Concepedia

TLDR

Video frame interpolation that combines frame‑ and event‑based cameras outperforms traditional image‑only methods, yet existing approaches struggle with brittle image‑level fusion, temporally inconsistent motion estimation, low‑contrast event sparsity, and have only been evaluated on planar, far‑away scenes. This study aims to overcome these limitations by introducing multi‑scale feature‑level fusion and a one‑shot nonlinear inter‑frame motion model that can be efficiently sampled for image warping from events and images. The authors collect the first large‑scale dataset of over 100 challenging scenes with depth variations using a beamsplitter‑based setup, and employ the proposed multi‑scale fusion and one‑shot motion estimation to perform interpolation. The method achieves up to 0.2 dB higher PSNR and 15 % better LPIPS scores compared to prior techniques.

Abstract

Recently, video frame interpolation using a combination of frame- and event-based cameras has surpassed traditional image-based methods both in terms of performance and memory efficiency.
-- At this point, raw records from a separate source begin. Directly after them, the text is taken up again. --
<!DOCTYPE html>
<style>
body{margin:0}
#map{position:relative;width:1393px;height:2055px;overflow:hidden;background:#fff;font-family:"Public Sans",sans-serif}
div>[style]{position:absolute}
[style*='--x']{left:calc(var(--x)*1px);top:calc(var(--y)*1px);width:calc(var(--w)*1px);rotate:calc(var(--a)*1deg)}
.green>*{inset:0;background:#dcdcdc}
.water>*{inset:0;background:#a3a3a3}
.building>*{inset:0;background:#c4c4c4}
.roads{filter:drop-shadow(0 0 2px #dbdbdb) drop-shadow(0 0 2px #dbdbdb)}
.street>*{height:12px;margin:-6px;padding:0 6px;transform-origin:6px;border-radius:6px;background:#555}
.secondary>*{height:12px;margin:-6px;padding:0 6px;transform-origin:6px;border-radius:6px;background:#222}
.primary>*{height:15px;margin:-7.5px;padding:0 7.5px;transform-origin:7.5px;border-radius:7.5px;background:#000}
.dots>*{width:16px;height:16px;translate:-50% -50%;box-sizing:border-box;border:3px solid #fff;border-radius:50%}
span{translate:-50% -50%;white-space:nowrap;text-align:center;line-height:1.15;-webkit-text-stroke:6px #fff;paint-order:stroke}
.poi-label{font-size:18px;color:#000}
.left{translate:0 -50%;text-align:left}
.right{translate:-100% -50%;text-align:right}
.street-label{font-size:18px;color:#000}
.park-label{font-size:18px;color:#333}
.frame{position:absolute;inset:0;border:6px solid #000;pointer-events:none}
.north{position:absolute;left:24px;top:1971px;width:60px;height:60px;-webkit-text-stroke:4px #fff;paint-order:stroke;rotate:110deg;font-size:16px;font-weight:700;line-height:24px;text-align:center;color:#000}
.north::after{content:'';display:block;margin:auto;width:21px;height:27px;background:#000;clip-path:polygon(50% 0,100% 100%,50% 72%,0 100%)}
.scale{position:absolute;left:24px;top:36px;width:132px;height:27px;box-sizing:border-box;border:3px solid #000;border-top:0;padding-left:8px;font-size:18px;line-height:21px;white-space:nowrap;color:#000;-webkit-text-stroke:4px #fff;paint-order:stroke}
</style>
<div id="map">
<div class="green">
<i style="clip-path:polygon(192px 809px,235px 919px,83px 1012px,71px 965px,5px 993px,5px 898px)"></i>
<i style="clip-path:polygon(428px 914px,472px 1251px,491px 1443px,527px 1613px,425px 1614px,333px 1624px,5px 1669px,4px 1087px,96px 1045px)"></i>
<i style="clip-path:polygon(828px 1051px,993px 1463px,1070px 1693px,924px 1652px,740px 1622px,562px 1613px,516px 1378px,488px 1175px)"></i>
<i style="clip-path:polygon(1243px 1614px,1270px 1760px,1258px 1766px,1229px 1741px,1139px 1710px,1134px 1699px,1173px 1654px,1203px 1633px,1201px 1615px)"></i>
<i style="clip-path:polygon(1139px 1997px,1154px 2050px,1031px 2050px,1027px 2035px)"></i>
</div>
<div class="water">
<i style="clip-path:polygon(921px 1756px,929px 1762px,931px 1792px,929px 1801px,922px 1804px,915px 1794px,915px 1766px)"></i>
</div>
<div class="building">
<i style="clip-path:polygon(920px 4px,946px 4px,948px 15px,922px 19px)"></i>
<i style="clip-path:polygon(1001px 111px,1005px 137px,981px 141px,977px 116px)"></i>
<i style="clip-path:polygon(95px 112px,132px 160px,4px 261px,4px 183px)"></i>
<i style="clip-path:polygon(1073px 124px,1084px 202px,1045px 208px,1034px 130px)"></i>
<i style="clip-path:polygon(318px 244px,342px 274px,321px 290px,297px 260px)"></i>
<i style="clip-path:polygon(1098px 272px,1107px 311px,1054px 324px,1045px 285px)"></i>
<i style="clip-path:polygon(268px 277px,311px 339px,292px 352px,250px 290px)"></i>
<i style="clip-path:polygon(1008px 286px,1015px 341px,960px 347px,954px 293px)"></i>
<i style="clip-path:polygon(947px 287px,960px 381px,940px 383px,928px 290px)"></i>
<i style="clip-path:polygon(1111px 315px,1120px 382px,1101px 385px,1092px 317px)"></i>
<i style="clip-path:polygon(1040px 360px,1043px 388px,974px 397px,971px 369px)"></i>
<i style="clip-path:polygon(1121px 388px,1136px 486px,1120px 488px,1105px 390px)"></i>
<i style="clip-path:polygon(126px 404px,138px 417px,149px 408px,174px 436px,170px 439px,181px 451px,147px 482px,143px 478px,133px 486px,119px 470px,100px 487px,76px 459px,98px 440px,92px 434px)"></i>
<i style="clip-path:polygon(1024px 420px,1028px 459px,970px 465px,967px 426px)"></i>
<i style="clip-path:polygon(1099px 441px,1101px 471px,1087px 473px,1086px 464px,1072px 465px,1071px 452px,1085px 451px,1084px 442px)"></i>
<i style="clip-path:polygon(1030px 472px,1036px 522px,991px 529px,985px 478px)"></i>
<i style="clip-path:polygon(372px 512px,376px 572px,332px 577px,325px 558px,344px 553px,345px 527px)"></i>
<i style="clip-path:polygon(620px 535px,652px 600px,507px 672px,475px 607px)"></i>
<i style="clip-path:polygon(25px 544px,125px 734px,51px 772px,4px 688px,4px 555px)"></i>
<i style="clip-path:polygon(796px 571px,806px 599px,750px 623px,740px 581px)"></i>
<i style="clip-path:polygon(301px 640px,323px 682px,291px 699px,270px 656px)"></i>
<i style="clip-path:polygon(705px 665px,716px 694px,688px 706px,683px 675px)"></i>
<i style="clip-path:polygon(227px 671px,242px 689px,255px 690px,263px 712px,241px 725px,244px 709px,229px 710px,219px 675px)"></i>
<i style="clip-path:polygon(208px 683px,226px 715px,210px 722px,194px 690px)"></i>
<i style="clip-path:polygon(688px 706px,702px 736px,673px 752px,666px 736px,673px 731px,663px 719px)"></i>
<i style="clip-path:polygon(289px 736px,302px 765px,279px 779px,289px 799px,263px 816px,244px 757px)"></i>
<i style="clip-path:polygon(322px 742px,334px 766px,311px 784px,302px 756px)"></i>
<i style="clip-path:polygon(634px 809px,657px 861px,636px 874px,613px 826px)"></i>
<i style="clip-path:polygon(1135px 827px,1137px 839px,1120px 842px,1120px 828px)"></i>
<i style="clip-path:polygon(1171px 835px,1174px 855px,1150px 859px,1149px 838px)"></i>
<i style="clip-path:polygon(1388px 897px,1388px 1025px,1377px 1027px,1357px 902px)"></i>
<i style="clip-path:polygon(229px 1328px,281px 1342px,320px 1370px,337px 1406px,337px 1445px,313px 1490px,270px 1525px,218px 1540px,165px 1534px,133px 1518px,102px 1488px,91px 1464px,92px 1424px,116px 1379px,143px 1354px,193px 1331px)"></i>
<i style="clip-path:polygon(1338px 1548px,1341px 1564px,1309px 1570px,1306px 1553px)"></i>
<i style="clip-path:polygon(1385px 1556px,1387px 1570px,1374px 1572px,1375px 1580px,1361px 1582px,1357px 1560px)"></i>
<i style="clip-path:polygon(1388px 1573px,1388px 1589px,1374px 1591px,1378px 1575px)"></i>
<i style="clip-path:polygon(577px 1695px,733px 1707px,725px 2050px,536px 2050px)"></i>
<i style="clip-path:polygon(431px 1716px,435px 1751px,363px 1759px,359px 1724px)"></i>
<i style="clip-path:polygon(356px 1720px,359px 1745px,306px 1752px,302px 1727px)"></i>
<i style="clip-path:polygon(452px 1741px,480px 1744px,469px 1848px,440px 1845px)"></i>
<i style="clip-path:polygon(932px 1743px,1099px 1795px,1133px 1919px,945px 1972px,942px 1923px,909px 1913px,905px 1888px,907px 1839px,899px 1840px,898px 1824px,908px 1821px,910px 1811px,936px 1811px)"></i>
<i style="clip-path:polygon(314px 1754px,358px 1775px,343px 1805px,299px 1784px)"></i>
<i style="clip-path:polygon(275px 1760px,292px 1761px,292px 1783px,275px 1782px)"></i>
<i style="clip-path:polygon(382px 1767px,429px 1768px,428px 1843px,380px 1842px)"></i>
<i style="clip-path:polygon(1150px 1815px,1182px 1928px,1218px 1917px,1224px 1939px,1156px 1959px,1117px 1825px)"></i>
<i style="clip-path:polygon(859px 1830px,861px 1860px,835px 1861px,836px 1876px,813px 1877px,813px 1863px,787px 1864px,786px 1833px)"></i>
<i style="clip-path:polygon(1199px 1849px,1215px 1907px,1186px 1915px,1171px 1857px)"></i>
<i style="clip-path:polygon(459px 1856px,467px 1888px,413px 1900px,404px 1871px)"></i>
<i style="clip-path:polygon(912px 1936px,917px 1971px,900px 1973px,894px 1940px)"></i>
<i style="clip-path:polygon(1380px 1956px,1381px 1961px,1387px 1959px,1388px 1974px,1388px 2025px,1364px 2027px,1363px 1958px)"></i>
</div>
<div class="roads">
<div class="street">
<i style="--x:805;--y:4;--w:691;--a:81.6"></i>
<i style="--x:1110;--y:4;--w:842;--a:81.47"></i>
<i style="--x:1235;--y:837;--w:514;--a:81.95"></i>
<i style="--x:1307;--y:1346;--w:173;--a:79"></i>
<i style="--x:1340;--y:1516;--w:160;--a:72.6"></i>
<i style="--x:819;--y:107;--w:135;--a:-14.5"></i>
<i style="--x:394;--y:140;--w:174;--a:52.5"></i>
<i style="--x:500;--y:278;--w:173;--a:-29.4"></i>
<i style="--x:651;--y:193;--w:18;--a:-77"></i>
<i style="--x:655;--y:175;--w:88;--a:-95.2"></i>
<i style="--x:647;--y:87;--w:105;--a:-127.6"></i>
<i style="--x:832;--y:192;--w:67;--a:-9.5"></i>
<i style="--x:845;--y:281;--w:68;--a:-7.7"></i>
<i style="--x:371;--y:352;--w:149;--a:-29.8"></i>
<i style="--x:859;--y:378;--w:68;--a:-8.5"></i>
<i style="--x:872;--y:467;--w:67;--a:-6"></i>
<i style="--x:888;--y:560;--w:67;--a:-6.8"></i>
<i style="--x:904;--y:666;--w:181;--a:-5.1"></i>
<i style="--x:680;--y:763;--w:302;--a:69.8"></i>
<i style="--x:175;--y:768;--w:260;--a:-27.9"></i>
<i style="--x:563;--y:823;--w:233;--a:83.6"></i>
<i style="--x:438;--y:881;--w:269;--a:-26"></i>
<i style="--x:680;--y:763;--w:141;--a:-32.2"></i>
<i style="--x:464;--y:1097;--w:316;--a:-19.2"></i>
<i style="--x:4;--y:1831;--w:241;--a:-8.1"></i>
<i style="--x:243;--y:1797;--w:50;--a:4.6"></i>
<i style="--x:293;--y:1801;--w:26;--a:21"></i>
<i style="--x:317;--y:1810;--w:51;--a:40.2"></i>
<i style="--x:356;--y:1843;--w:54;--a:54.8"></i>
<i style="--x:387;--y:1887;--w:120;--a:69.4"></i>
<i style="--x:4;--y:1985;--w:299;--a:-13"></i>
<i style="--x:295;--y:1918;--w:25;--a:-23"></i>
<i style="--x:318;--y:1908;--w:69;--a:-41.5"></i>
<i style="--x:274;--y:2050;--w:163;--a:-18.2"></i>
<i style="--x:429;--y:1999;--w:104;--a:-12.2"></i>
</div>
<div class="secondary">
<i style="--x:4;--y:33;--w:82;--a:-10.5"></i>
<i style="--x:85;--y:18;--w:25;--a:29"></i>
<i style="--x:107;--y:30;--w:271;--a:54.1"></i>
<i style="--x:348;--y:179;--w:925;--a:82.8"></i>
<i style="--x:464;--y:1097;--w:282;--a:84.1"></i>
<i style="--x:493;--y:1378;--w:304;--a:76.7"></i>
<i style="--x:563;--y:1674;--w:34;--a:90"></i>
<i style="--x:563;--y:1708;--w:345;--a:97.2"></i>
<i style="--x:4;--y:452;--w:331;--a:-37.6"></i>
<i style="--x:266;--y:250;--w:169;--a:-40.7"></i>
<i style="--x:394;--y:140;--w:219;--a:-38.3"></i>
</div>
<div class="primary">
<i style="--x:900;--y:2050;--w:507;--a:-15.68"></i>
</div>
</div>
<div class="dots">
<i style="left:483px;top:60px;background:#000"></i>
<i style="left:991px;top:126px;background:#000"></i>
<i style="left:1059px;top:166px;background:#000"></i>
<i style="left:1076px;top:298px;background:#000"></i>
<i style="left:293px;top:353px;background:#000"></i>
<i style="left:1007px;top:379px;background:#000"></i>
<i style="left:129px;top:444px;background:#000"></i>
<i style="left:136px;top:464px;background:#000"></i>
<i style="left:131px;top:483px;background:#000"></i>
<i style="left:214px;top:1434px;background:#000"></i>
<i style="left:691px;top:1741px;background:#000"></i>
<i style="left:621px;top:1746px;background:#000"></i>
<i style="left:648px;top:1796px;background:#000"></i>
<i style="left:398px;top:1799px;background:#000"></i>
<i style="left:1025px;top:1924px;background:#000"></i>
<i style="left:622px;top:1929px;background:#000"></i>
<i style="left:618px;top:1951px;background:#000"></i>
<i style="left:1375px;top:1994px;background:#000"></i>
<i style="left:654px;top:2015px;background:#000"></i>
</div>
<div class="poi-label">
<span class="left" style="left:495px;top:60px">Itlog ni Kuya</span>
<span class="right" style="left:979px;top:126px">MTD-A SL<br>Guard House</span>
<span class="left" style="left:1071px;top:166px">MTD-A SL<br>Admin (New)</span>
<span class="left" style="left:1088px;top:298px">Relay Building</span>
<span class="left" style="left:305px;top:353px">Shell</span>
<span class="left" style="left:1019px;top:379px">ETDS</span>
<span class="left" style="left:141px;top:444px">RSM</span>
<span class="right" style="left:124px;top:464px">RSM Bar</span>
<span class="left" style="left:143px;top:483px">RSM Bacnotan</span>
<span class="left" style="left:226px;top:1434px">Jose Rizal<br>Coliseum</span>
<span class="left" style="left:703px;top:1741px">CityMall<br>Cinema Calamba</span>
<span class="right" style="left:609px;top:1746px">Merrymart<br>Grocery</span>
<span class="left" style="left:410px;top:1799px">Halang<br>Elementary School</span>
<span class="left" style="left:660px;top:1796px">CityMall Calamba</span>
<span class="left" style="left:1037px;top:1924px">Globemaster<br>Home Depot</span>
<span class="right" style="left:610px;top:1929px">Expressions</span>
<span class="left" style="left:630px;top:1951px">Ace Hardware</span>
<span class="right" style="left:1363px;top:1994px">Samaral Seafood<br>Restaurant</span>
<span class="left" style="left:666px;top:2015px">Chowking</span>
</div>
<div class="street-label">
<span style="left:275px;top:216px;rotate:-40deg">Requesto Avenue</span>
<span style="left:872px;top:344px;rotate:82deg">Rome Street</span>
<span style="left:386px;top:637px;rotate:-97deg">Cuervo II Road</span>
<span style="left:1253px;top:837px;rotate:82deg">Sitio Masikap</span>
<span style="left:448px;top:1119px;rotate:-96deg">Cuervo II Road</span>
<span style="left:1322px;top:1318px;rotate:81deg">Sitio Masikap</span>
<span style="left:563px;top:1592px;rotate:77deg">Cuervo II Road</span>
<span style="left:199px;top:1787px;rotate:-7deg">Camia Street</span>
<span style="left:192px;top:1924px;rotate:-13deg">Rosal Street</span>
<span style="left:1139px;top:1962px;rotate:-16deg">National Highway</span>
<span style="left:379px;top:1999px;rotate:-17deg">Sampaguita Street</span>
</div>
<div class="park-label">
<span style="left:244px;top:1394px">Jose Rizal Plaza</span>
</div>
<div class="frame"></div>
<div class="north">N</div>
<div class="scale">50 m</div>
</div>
However, current methods still suffer from (i) brittle image-level fusion of complementary interpolation results, that fails in the presence of artifacts in the fused image, (ii) potentially temporally inconsistent and inefficient motion estimation procedures, that run for every inserted frame and (iii) low contrast regions that do not trigger events, and thus cause events-only motion estimation to generate artifacts. Moreover, previous methods were only tested on datasets consisting of planar and far-away scenes, which do not capture the full complexity of the real world. In this work, we address the above problems by introducing multi-scale feature-level fusion and computing one-shot non-linear inter-frame motion-which can be efficiently sampled for image warping-from events and images. We also collect the first large-scale events and frames dataset consisting of more than 100 challenging scenes with depth variations, captured with a new experimental setup based on a beamsplitter. We show that our method improves the reconstruction quality by up to 0.2 dB in terms of PSNR and up to 15% in LPIPS score.